Belfast - after the Troubles

Belfast and Northern Ireland have had a tumultuous history. To me, Belfast was the bombed city, where Catholic and Protestants were at each other, where bombs and soldiers were a way of life and so was retaliation and on the television news at night.

In 1998 The Good Friday Agreement was finally signed after two years of talks and 30 years of conflict. This is one of the better things Tony Blair may be remembered for. The history is long and complicated.

We took a Black Cab tour of the Falls and Shankill Roads area and the famous murals. Gerrard, our driver was a wealth of information (from the Falls Road himself) and his childhood was marked with the scars on the conflict (including his leg from a car bomb) The history is fascinating, Shankill Road area is depressing and Falls Road, well I wouldn't want to go there at night either. The housing has been rebuilt, mainly because the rows of cottages were bombed out.

The murals represent many of the branches and factions of the IRA - a complicated history and the fighters for their causes and the victims. Bobby Sands, the IRA freedom fighter is probably best known for his 66 day hunger strike in the Maze prison in 1981- a film last year called Hunger, based on Bobby won an award at Cannes. Life is a high price to pay for your cause.

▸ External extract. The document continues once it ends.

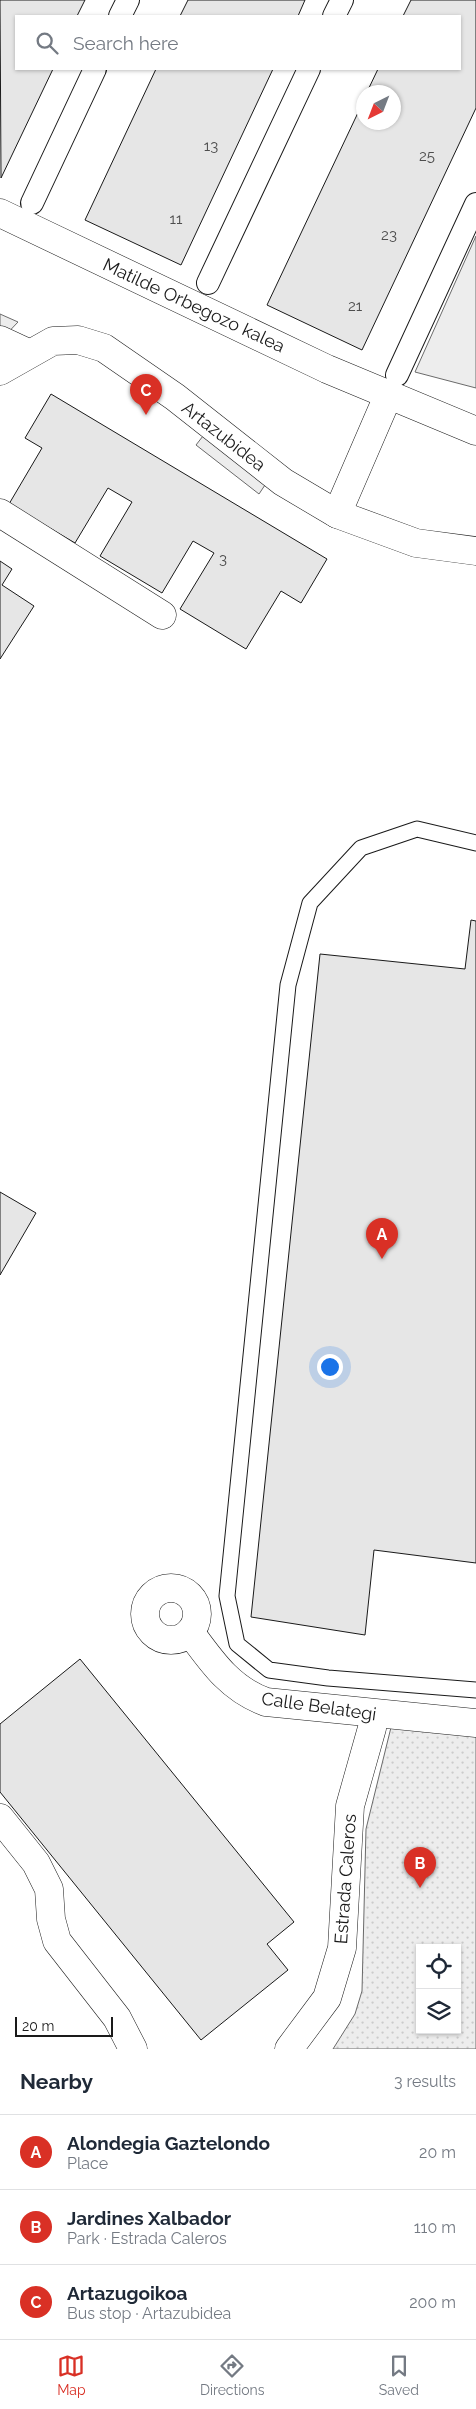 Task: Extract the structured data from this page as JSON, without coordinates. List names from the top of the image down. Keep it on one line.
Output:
{"streets":{"street":["Matilde Orbegozo kalea","Artazubidea","Calle Belategi","Estrada Caleros"]},"house_numbers":["13","25","11","23","21","3"],"scale_bar":"20 m","north":"bottom left","page":{"search":"Search here","pins":["C","A","B"],"scale":"20 m","heading":["Nearby","3 results"],"list":[{"mark":"A","name":"Alondegia Gaztelondo","note":"Place","value":"20 m"},{"mark":"B","name":"Jardines Xalbador","note":"Park · Estrada Caleros","value":"110 m"},{"mark":"C","name":"Artazugoikoa","note":"Bus stop · Artazubidea","value":"200 m"}],"nav":["Map","Directions","Saved"]}}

The peace wall pictured below divides the catholic and Protestant neighbourhoods in Belfast and divides this region of the city running for over 3 miles. It has gates and is open, but can be closed electronically and are often closed at night and in the 'marching season' and other memorial times. The barriers consist of iron, brick and steel walls up to 25 feet high, topped with metal netting. Houses on the Falls Road side of the wall have metal grates over the yards of the houses, as it is still common practice to have objects hurled over the wall.

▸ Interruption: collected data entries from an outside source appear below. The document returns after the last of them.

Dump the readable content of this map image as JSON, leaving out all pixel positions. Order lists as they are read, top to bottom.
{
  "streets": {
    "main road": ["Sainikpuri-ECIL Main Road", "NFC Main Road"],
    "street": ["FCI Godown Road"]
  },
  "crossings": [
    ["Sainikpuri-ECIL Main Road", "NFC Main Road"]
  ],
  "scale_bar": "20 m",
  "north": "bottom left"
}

Belfast is currently undergoing a huge regeneration and is a popular tourist destination now. Oh and George Bush is noted for his 'part in history' in war by the artists of Belfast. And you can even go and see where the Titanic was built!

1 comment:

DD said...

I've only visited Belfast once, about 7 years ago. We spent a weekend there and attended a wedding. I remember some gorgeous civic buildings. Some of those murals are weird!